なぜAES 256/256が無いのかはわかりませんが、おそらくAES 256/256は常に有効で設定変更の必要が無いという判断なんだと推測します。

暗号化プロトコル設定

続けて暗号化プロトコルについては以下の「有効/無効」を設定可能です。

タイプ プロトコル名 API名 設定可能な値 デフォルト設定
セキュアチャネル: プロトコル PCT 1.0 PCT_1_0 有効/無効 有効
セキュアチャネル: プロトコル SSL 2.0 SSL_2_0 有効/無効 有効
セキュアチャネル: プロトコル SSL 3.0 SSL_3_0 有効/無効 有効
セキュアチャネル: プロトコル TLS 1.0 TLS_1_0 有効/無効 有効
セキュアチャネル: プロトコル TLS 1.1 TLS_1_1 有効/無効 有効

こちらもWindows OSのセキュアチャネル設定で制限可能なプロトコルのうち、TLS 1.2以外のものが指定可能となっています。
(なお、AWS Managed Microsoft ADはWindows Server 2012 R2環境のためTLS 1.3は非サポート)

利用可能リージョン

本日時点でAWS Managed Microsoft ADを利用可能なリージョンのうち一部を除く形で利用可能となっています。
東京リージョン、大阪リージョンはどちらも利用可能です。

その他

この更新は既存のディレクトリに対しても提供されます。
また、ディレクトリのエディションも問いません。

試してみた

ここまでを踏まえて実際に設定を確認してみます。

今回は私の検証用AWSアカウントの東京リージョンに新規にAWS Managed Microsoft AD環境(corp.contoso.comドメイン)を用意しました。
前提条件となるVPCなどのリソースは予め準備済みで、Active Directory情報を参照するためのWindows Server EC2も別途準備しています。

作成したAWS Managed Microsoft ADのディレクトリをマネジメントコンソールから選択し、

「ネットワークとセキュリティ」タブを参照すると新たに「ディレクトリ設定」欄が増えています。
ここに先述の暗号化方式および暗号化プロトコルがリストアップされており変更可能となっています。

「設定の編集」ボタンをクリックすると編集画面になり、それぞれの有効/無効を切り替えることができます。
今回はTLS 1.1以外の暗号化プロトコルを、AES 128/128以外の暗号化方式を無効に更新してみます。
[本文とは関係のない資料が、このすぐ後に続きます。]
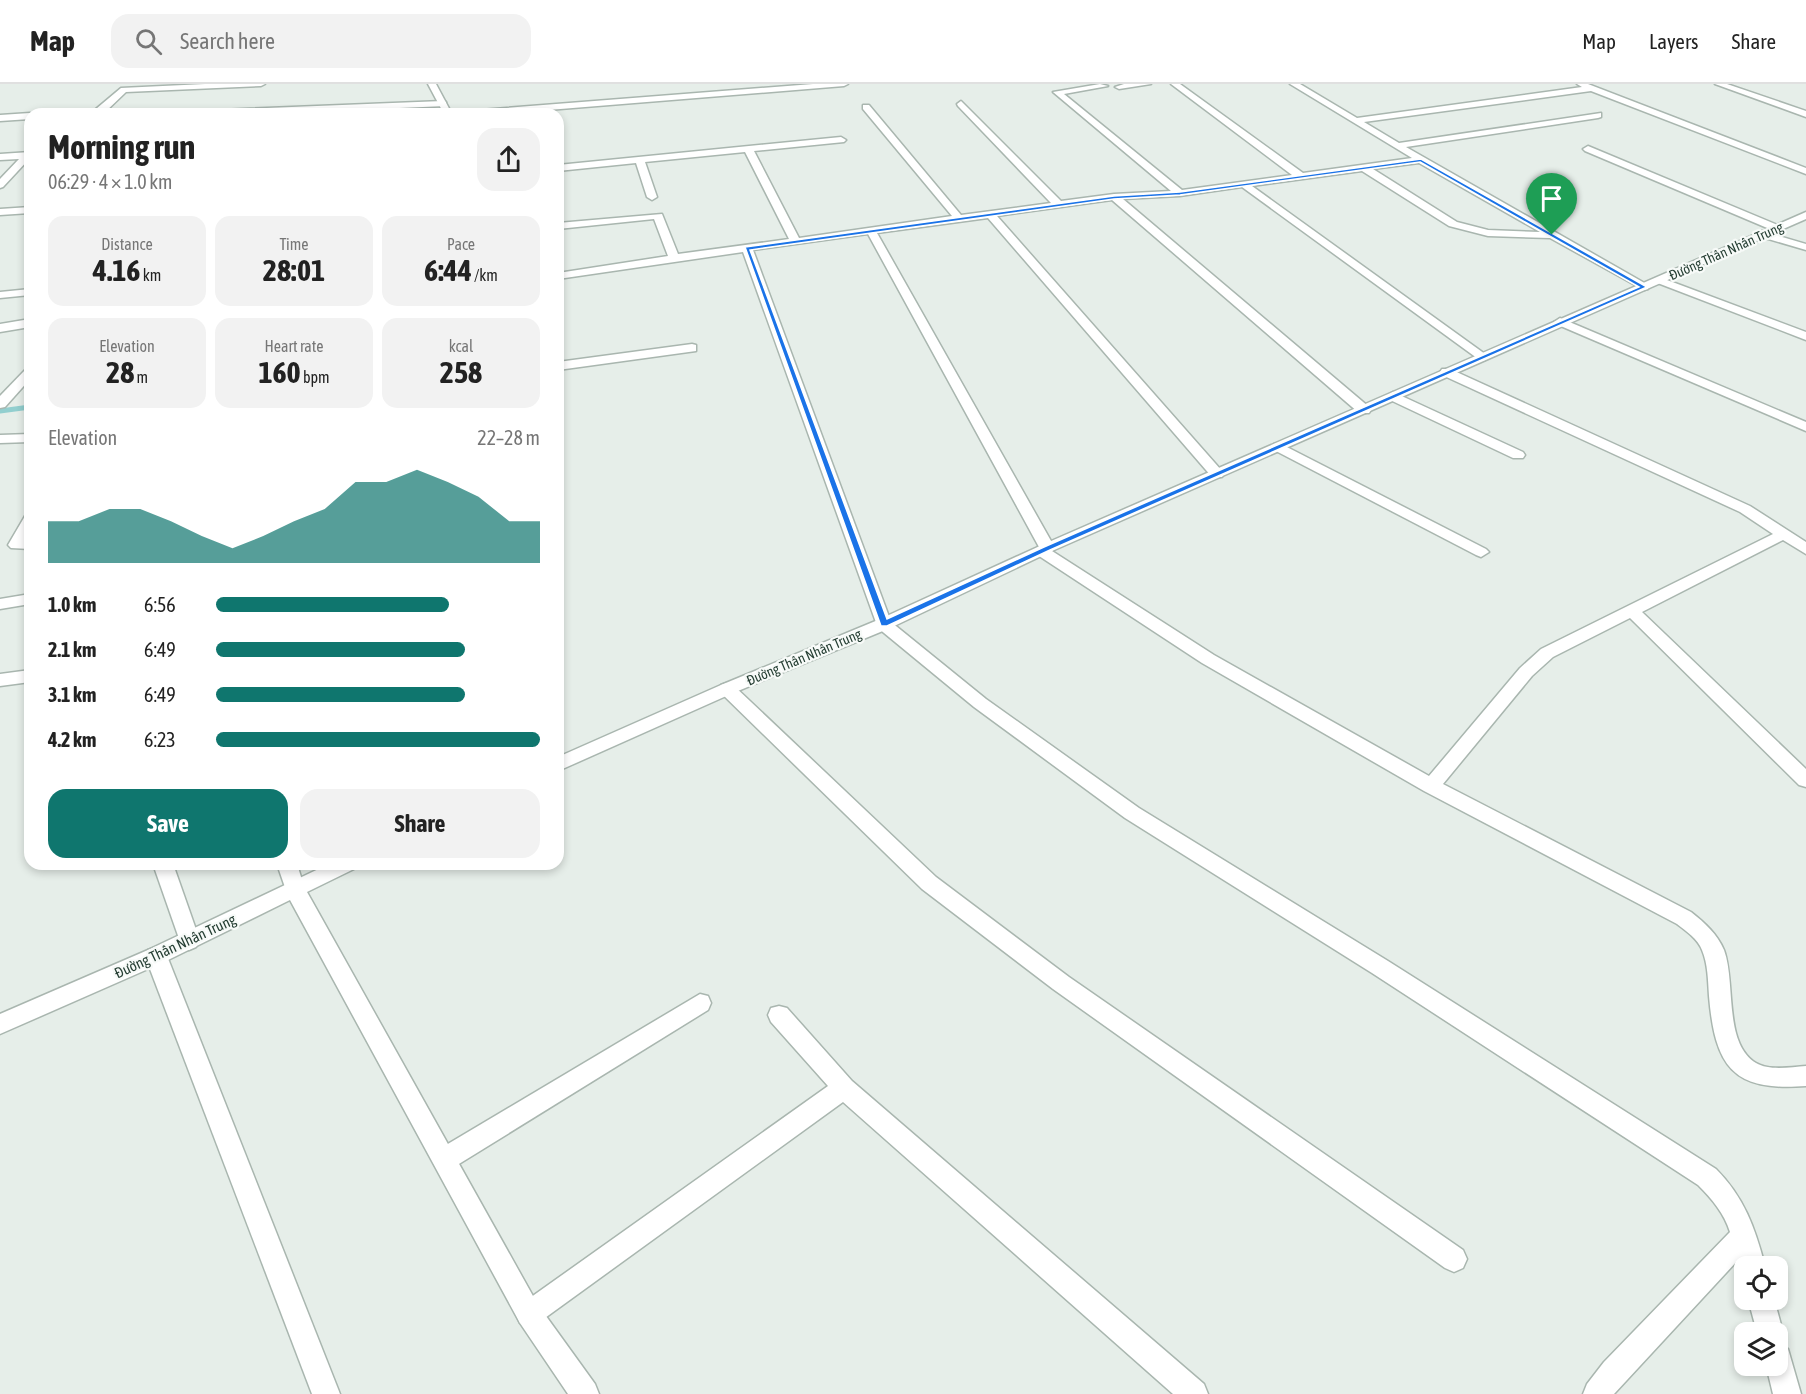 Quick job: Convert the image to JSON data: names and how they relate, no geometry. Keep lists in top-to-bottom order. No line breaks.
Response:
{"streets":{"street":["Đường Thân Nhân Trung"]},"page":{"header":"Map","search":"Search here","nav":["Map","Layers","Share"],"heading":["Morning run","06:29 · 4 × 1.0 km"],"stats":[["Distance","4.16 km"],["Time","28:01"],["Pace","6:44 /km"],["Elevation","28 m"],["Heart rate","160 bpm"],["kcal","258"]],"chart":["Elevation","22–28 m"],"list":[{"name":"1.0 km","note":"6:56"},{"name":"2.1 km","note":"6:49"},{"name":"3.1 km","note":"6:49"},{"name":"4.2 km","note":"6:23"}],"buttons":["Save","Share"]}} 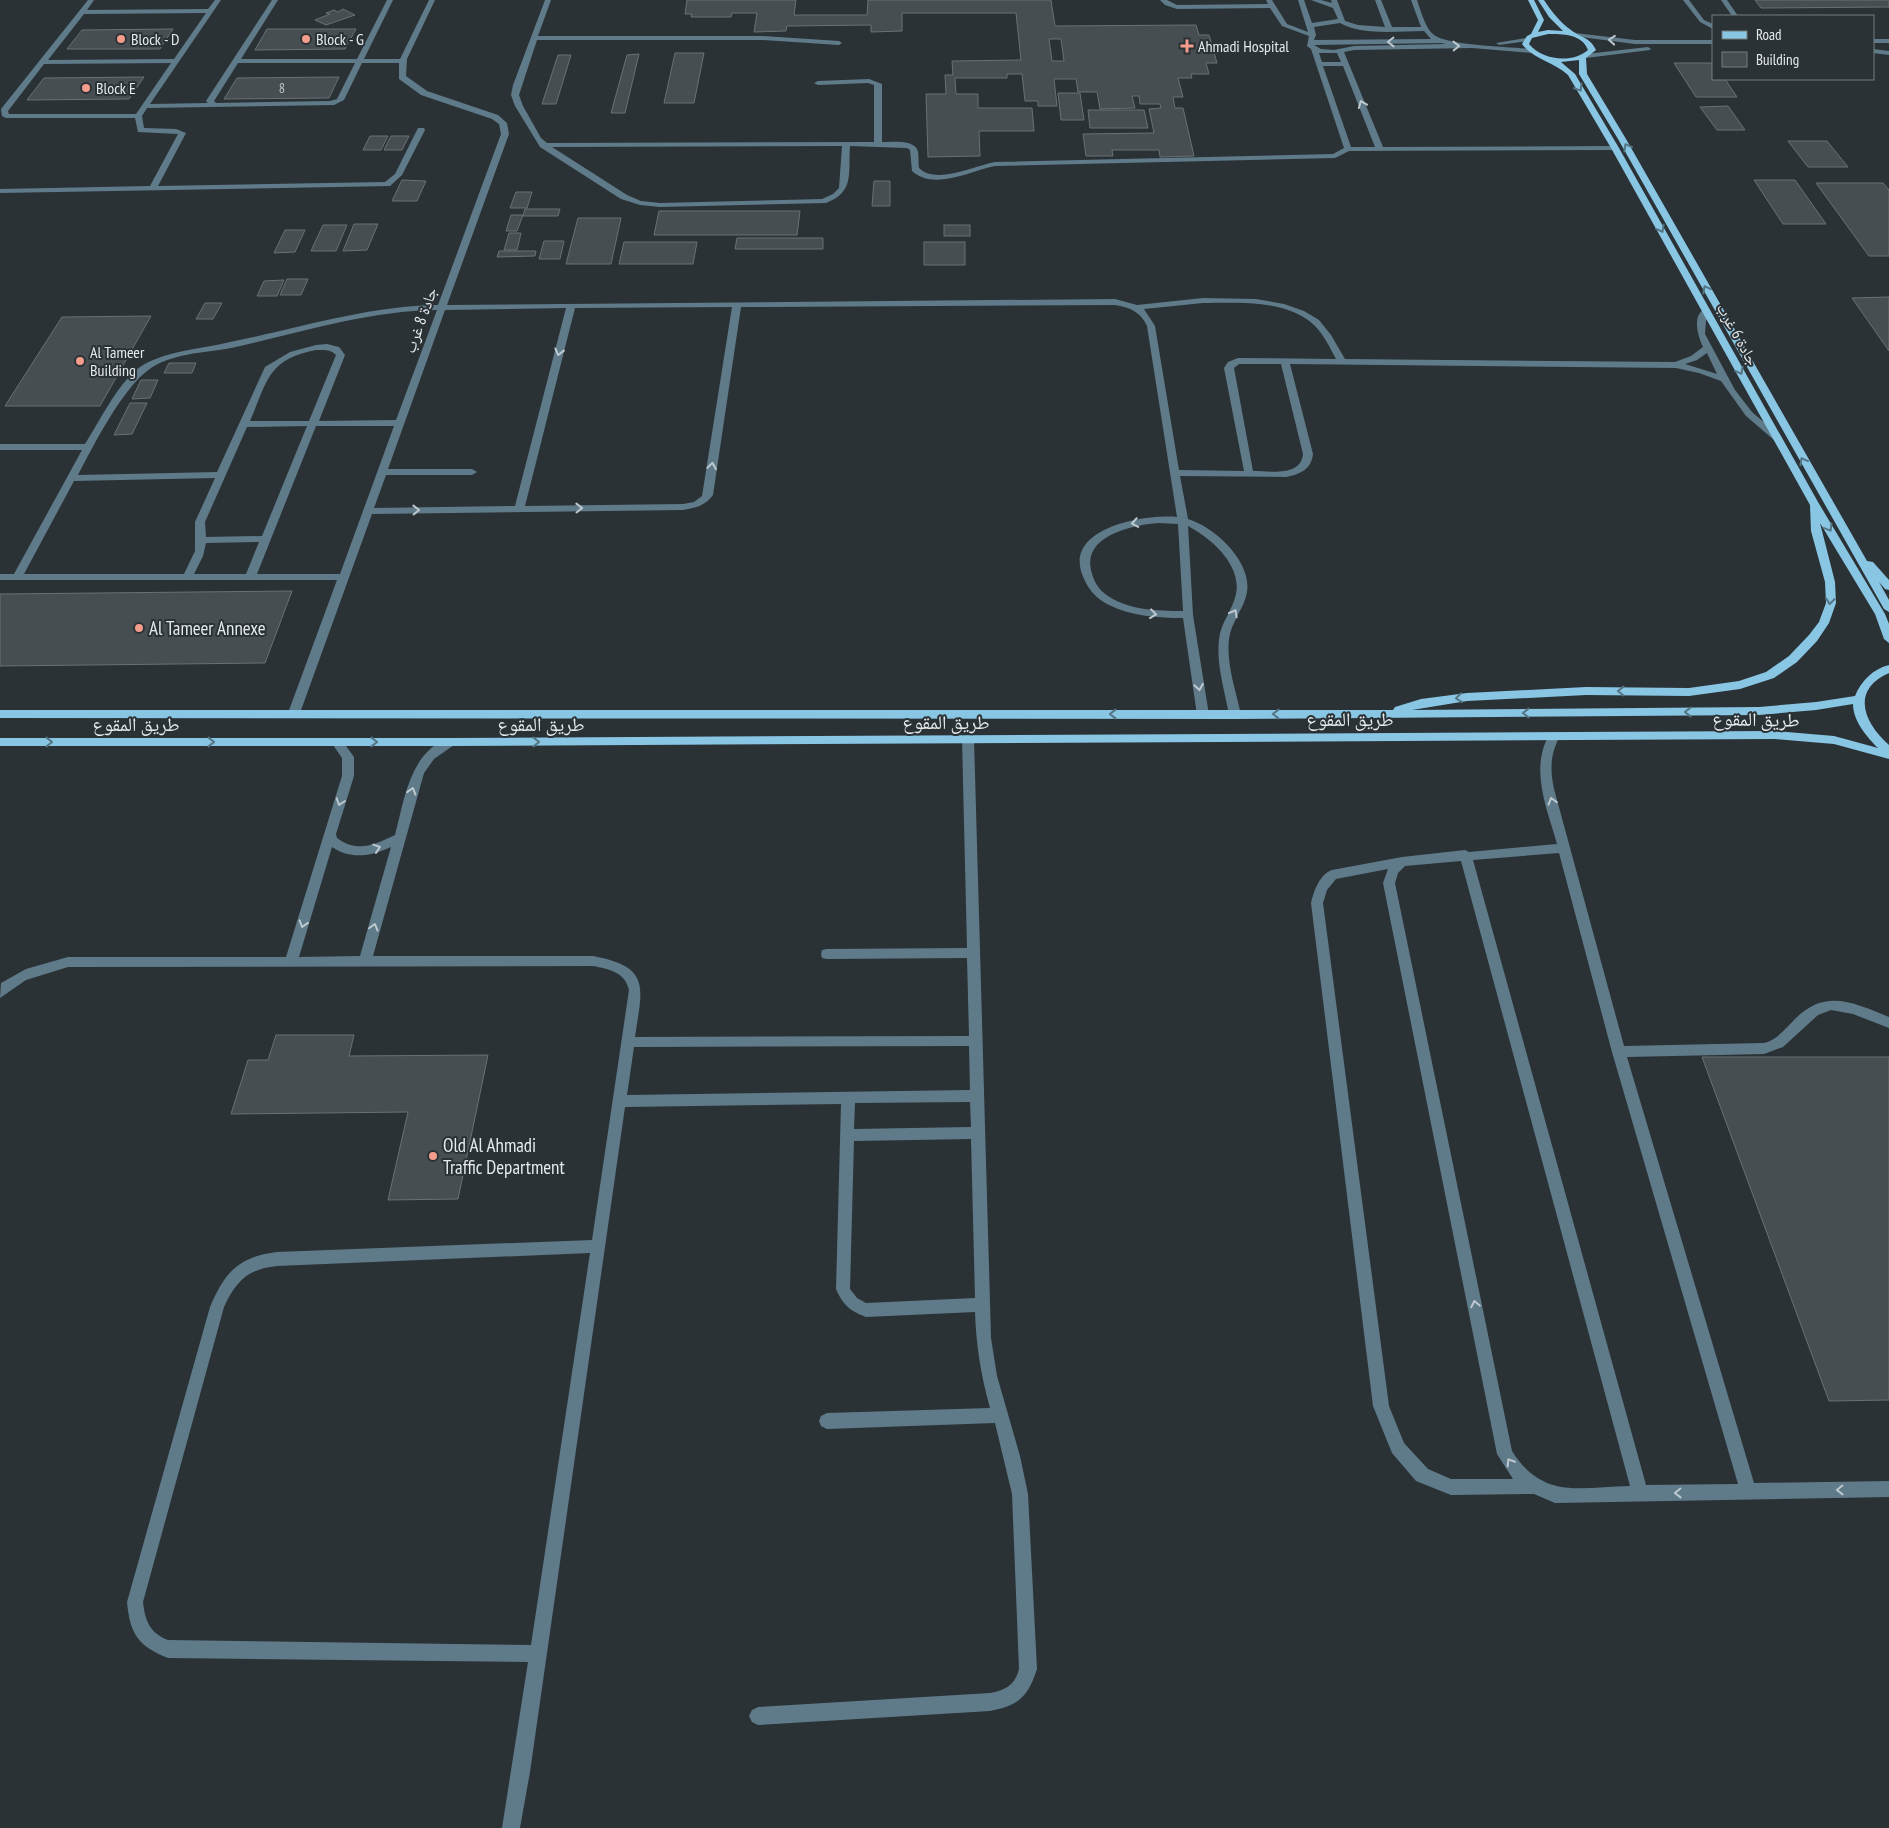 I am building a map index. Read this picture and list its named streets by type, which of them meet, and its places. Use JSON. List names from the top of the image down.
{
  "streets": {
    "main road": ["جادة 6 غرب", "طريق المقوع"],
    "street": ["جادة 8 غرب"]
  },
  "crossings": [
    ["جادة 8 غرب", "طريق المقوع"]
  ],
  "places": {
    "other": [
      "Block - D",
      "Block - G",
      "Block E",
      "Al Tameer Building",
      "Al Tameer Annexe",
      "Old Al Ahmadi Traffic Department"
    ],
    "health": ["Ahmadi Hospital"]
  },
  "house_numbers": ["8"],
  "legend": ["Road", "Building"]
} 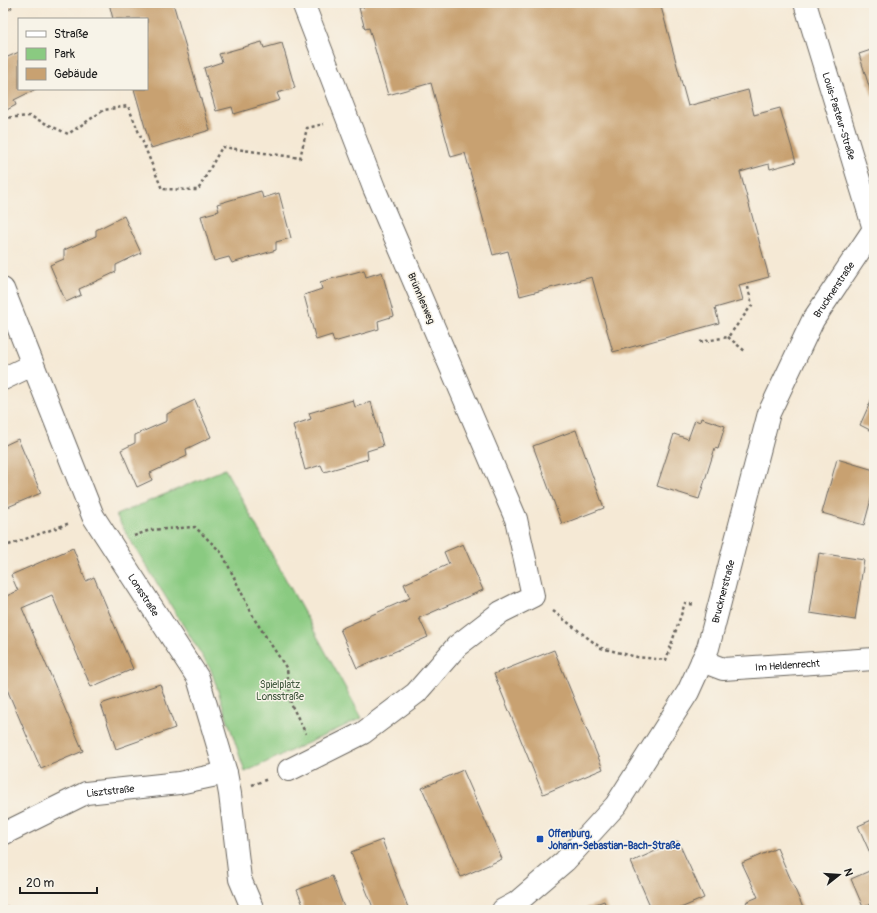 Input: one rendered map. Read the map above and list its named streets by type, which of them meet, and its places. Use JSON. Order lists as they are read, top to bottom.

値を変更し「確認」ボタンをクリックすると確認画面に遷移するので問題なければ「設定の更新」ボタンをクリックします。

これで設定変更が開始されステータスが「更新中」になります。

図では30分 - 数時間で変更完了するとありますが、この時はだいたい10分くらいで完了しました。
最終的には下図の様に設定値とステータスが更新されます。

変更内容をどう検証するか?

これでAWS上の作業は完了なのですが、この結果をどう検証するかに関して正直良い方法が思いつきませんでした。

Windows OSにおいてセキュアチャネル設定はグループポリシーを更新するかその大元となるレジストリキーを直接更新するかで行われるのですが、AWS Managed Microsoft ADにおいては各ドメインコントローラーのレジストリキーを直接更新している様でグループポリシーから変化を見つけることはできませんでした。
そしてマネージドサービスなので利用者がレジストリキーを参照することはできません...

こちらについてはAWS側の処理を信頼するしかない感じです。

最後に

以上となります。

設定内容の詳細を推測することしかできず、かつその検証も難しいため記事としては煮え切らない内容となってしまいました。
AWS公式のドキュメントやブログでもう少し内部仕様を公開してもらえると助かるのですが、これは今後の情報を期待して待ちたいと思います。